Um disco mais sutil, flertando bastante com o blues, mas nem por isso perdeu a marca e a qualidade do Barão Vermelho. “Rock’n’geral” é um dos melhores discos da carreira do grupo. No entanto, precedeu a saída de Maurício Barros, também procurando seu lugar ao sol(o). Daí incorporaram-se o guitarrista Fernando Magalhães e o percussionista Peninha, que já tocavam com a banda.

Com a nova formação, sai “Carnaval”, em 1988. Com o hit “Pense e Dance”, é considerado por Frejat o melhor trabalho do grupo. Aumenta o público dos shows, é hora de um disco ao vivo. “Barão Ao Vivo”, gravado no DamaXoc, em São Paulo, nos três primeiros dias de junho de 1989, vinha com releituras de “Bete Balanço”, “Pro Dia Nascer Feliz” e “Satisfaction”, dos Stones.

Em 1990 sai mais um integrante, dessa vez o baixista Dé. É convocado Dadi para assumir o lugar vago. O (novo) Barão grava “Na Calada da Noite”, onde daria preferência ao acústico, mas o que passou despercebido graças à canção “O Poeta Está Vivo”, que se tornou um réquiem por Cazuza, morto em 7 de julho.

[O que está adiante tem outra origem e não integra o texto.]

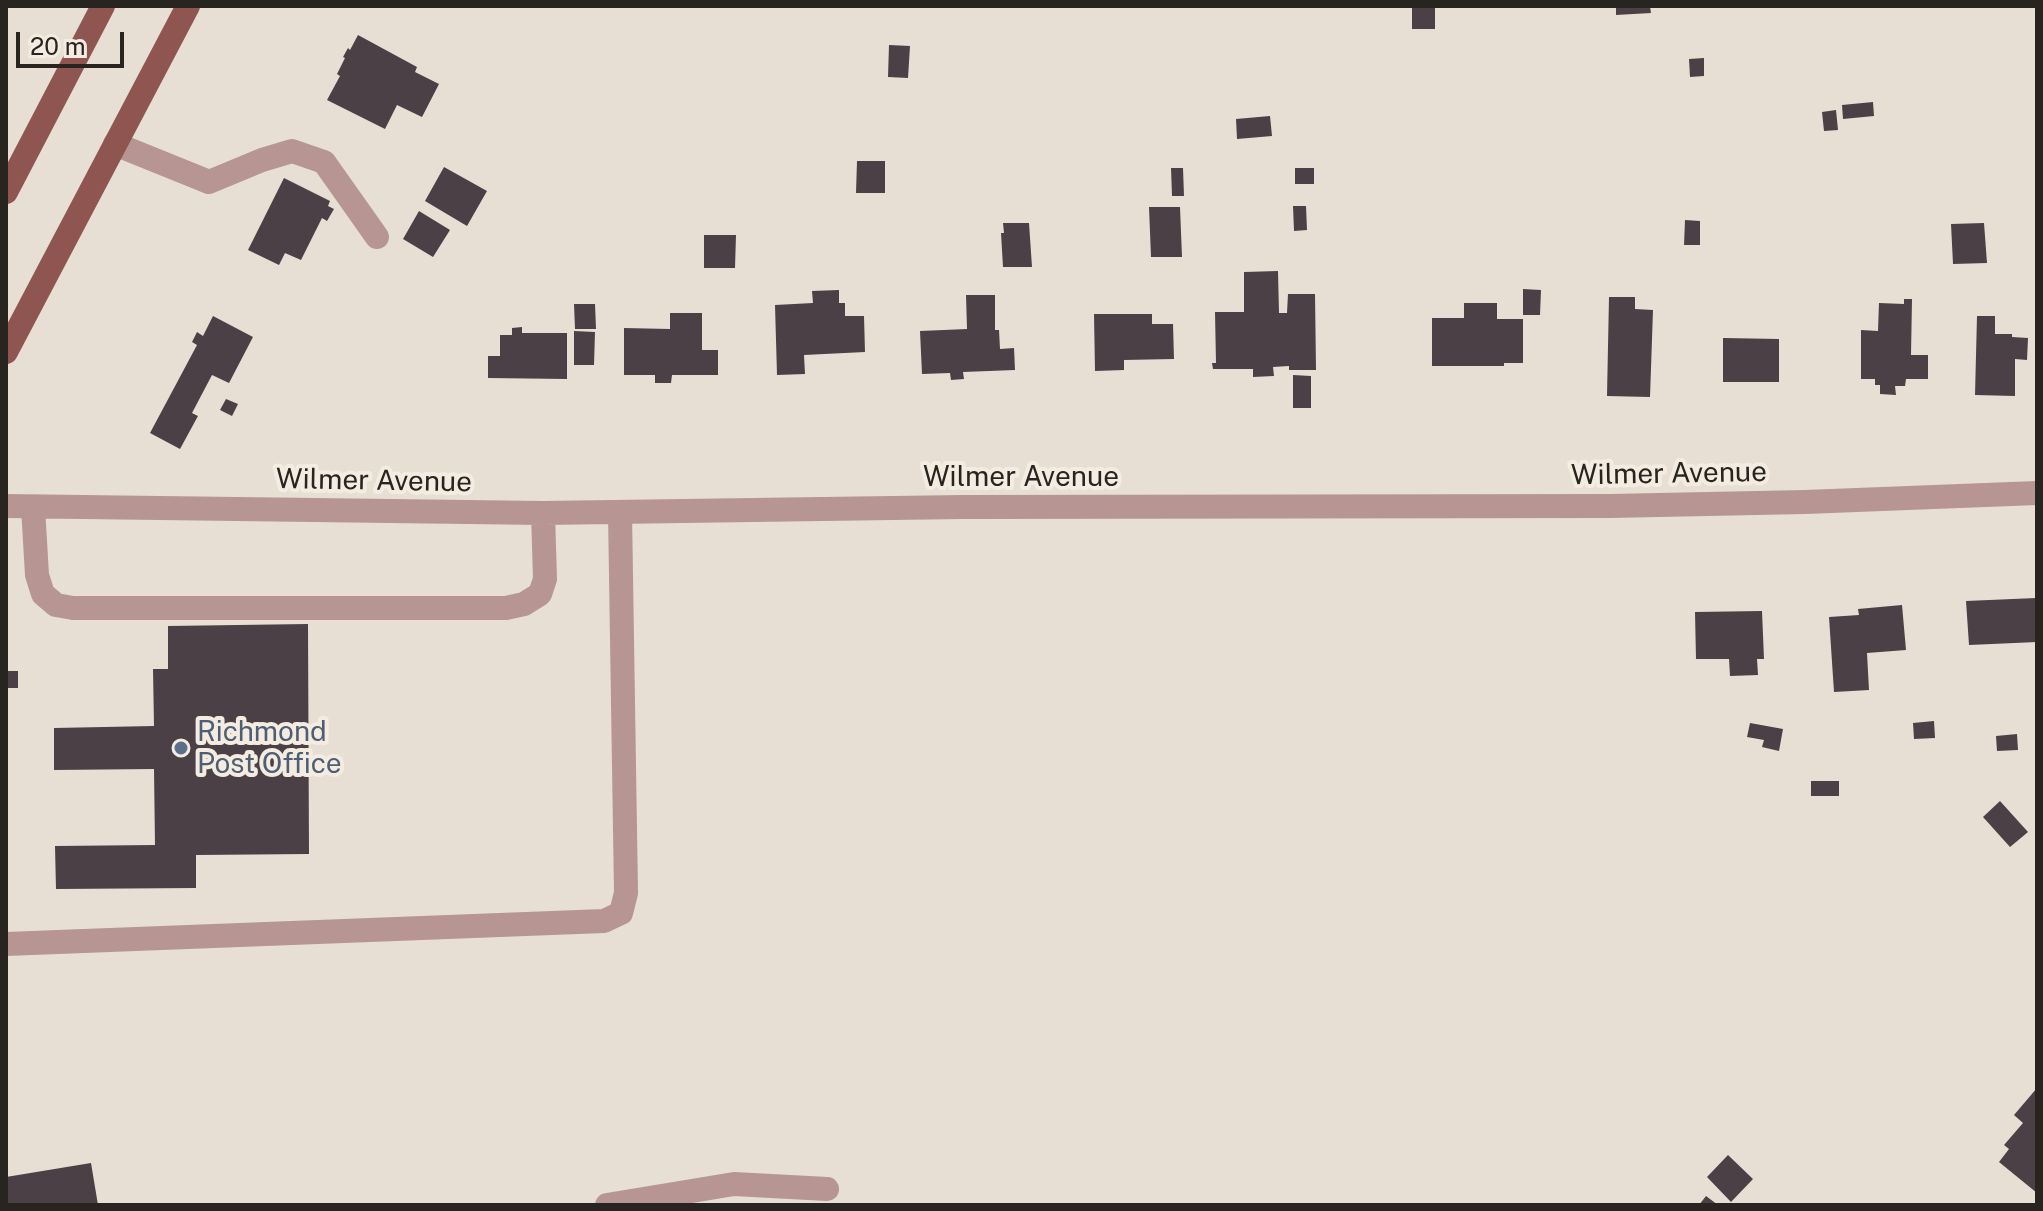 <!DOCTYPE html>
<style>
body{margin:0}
#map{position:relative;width:2043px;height:1211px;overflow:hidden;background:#e7dfd4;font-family:"Public Sans",sans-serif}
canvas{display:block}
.frame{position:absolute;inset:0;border:8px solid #282521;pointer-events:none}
.scale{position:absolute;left:16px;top:32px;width:108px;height:36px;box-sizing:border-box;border:4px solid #282521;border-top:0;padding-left:10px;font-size:24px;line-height:28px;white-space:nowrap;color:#282521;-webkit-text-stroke:6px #f4ece1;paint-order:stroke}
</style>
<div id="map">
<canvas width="2043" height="1211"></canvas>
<div class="frame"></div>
<div class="scale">20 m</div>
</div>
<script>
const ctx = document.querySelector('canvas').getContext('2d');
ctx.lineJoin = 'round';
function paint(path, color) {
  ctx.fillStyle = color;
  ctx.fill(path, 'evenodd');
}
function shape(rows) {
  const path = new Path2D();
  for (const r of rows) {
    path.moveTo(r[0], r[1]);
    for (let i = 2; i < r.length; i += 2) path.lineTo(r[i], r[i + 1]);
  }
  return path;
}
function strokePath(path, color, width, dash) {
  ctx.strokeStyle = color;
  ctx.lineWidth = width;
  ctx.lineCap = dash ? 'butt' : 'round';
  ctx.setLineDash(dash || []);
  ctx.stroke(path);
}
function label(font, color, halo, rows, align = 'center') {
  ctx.font = font + ' "Public Sans",sans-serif';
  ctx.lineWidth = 8;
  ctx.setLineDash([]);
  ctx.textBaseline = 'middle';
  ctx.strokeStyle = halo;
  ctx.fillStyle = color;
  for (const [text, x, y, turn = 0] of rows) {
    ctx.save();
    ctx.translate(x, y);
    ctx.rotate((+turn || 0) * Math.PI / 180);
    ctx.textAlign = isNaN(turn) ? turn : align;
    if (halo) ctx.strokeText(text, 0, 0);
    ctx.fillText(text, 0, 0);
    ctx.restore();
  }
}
paint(shape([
 [1412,6,1435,6,1435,29,1412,29],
 [1616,6,1650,6,1651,13,1616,15],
 [358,35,417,67,415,72,439,84,422,117,397,105,385,129,327,100,340,76,337,74,345,58,343,57,348,48,350,50],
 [889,45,910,46,908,78,888,77],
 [1704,58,1704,76,1690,77,1689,59],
 [1873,102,1874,116,1843,119,1842,105],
 [1836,110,1838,130,1824,131,1822,112],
 [1270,116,1272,136,1237,139,1236,119],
 [857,161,885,161,885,193,856,193],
 [444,167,487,191,467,226,425,201],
 [1171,168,1183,168,1184,196,1172,196],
 [1295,168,1314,168,1314,184,1295,184],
 [284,178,330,201,328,206,334,209,327,221,322,218,301,260,285,253,279,265,248,250],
 [1293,206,1306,206,1307,230,1294,231],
 [1149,207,1180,207,1182,257,1151,257],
 [419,211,450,230,433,257,403,239],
 [1685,220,1700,221,1700,245,1684,245],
 [1003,223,1029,223,1032,267,1003,267,1001,233,1004,233],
 [1984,223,1987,263,1953,264,1951,224],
 [704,235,736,235,735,268,704,268],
 [1278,271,1279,313,1287,313,1288,294,1315,294,1316,370,1289,370,1289,366,1273,367,1274,376,1253,377,1253,369,1213,369,1212,363,1216,363,1215,312,1244,312,1244,272],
 [1523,289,1541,290,1540,315,1523,315],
 [839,290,839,303,845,303,845,316,864,316,865,352,804,355,805,374,777,375,775,305,813,303,812,291],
 [966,295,995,295,995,330,999,330,1000,349,1014,348,1015,370,963,372,964,379,951,380,950,373,922,374,920,331,967,329],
 [1609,297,1635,297,1635,309,1653,310,1650,397,1607,396],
 [1904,299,1912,299,1911,355,1928,355,1928,379,1906,379,1905,386,1895,386,1896,395,1880,394,1880,385,1875,385,1875,379,1861,379,1861,330,1878,331,1879,303,1904,304],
 [1464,303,1497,303,1497,319,1523,319,1523,363,1504,363,1504,366,1432,366,1432,318,1464,318],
 [574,304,595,304,596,329,575,329],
 [670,313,702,313,702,350,718,350,718,375,672,375,671,383,655,383,655,375,624,375,624,328,670,329],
 [1094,314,1152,314,1152,324,1173,324,1174,359,1124,360,1124,370,1095,371],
 [213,316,253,337,229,383,212,375,192,413,198,416,180,449,150,433,197,345,192,342,197,332,203,336],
 [1977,316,1995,316,1995,334,2012,334,2012,337,2028,338,2027,360,2015,359,2015,396,1975,395],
 [522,327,522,333,567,333,567,379,488,378,488,356,500,356,500,335,512,335,512,328],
 [574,331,595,332,594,365,574,365],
 [1723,338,1779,339,1779,382,1723,382],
 [1293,375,1311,376,1311,408,1293,408],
 [226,399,238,404,232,416,220,410],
 [2036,598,2037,642,1969,645,1966,601],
 [1902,605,1906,650,1867,653,1869,690,1834,692,1829,617,1859,615,1858,609],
 [1762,611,1764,659,1757,659,1758,675,1730,676,1729,659,1696,659,1695,612],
 [308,624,309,854,196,855,196,888,56,889,55,846,155,845,154,769,54,770,54,728,154,726,153,669,168,669,168,626],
 [6,671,18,671,18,688,6,688],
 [1934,721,1935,738,1914,739,1913,723],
 [1750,723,1783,729,1779,751,1762,747,1764,740,1747,737],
 [2017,734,2018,750,1997,751,1996,736],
 [1811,781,1839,781,1839,796,1811,796],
 [2000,801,2028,832,2010,847,1983,817],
 [2037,1088,2037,1193,1999,1162,2009,1149,2004,1145,2023,1123,2014,1115],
 [1728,1155,1753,1179,1731,1202,1707,1177],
 [91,1163,98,1205,6,1205,6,1177],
 [1706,1196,1718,1205,1699,1205]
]), '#4b4045');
strokePath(shape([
 [115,144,209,182,262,160,292,151,324,162,377,237],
 [6,506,543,513,963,507,1610,506,1805,502,2037,493],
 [33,507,37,575,43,594,56,605,73,608,506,608,524,604,540,594,545,579,543,513],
 [6,944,604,921,621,913,626,893,620,512],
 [607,1205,734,1184,827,1189]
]), '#b69592', 24);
strokePath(shape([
 [6,192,103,6],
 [6,352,188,6]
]), '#8e5551', 24);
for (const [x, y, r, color] of [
 [181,748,8,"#5c6f8a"]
]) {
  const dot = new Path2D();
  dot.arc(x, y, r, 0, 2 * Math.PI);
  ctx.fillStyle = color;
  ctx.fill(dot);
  strokePath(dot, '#f4ece1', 3);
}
label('28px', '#282521', '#f4ece1', [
 ["Wilmer Avenue",1669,474,-1],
 ["Wilmer Avenue",1021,477],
 ["Wilmer Avenue",374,481,1]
]);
label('28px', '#4e5e75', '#f4ece1', [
 ["Richmond",197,732],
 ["Post Office",197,764]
], 'left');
</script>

O grupo só voltaria à cena com o “Supermercados da Vida”, de 1992, onde manteriam a opção acústica e gravariam “Pedra, Flor e Espinho” e a bela “Flores do Mal”. Neste disco Dadi foi substituído por Rodrigo Santos, baixista que havia trabalhado com Lobão.

Mais dois anos e o Barão grava “Carne Crua”, mais elétrico, mais pesado, com direito a parceria de Frejat e Raul Seixas na faixa “Pergunte ao Tio José” e os hits “Meus Bons Amigos” e “Guarde Esta Canção”.

Outro intervalo de dois anos e a banda lançaria o seu melhor disco da década de 90, “@lbum”, onde regravou músicas que seus integrantes ouviam quando eram crianças. Embora o clima pareça nostálgico, o grupo deu vitalidade e modernizou canções que pareciam datadas de certas épocas, como “Vem Quente Que Estou Fervendo” (Jovem Guarda) e “Perdidos na Selva” (New Wave). Além disso, inovou ao oferecer, no CD, uma faixa multimídia, onde falam das músicas do álbum e outros assuntos.

Em 1998 a banda lança o álbum “Puro Êxtase”, onde flertam com a música eletrônica deixando o rock um pouco de lado. Fato que enfureceu fãs e agradaram a outros. Mas a volta do verdadeiro Barão Vermelho ainda é aguardada por muitos.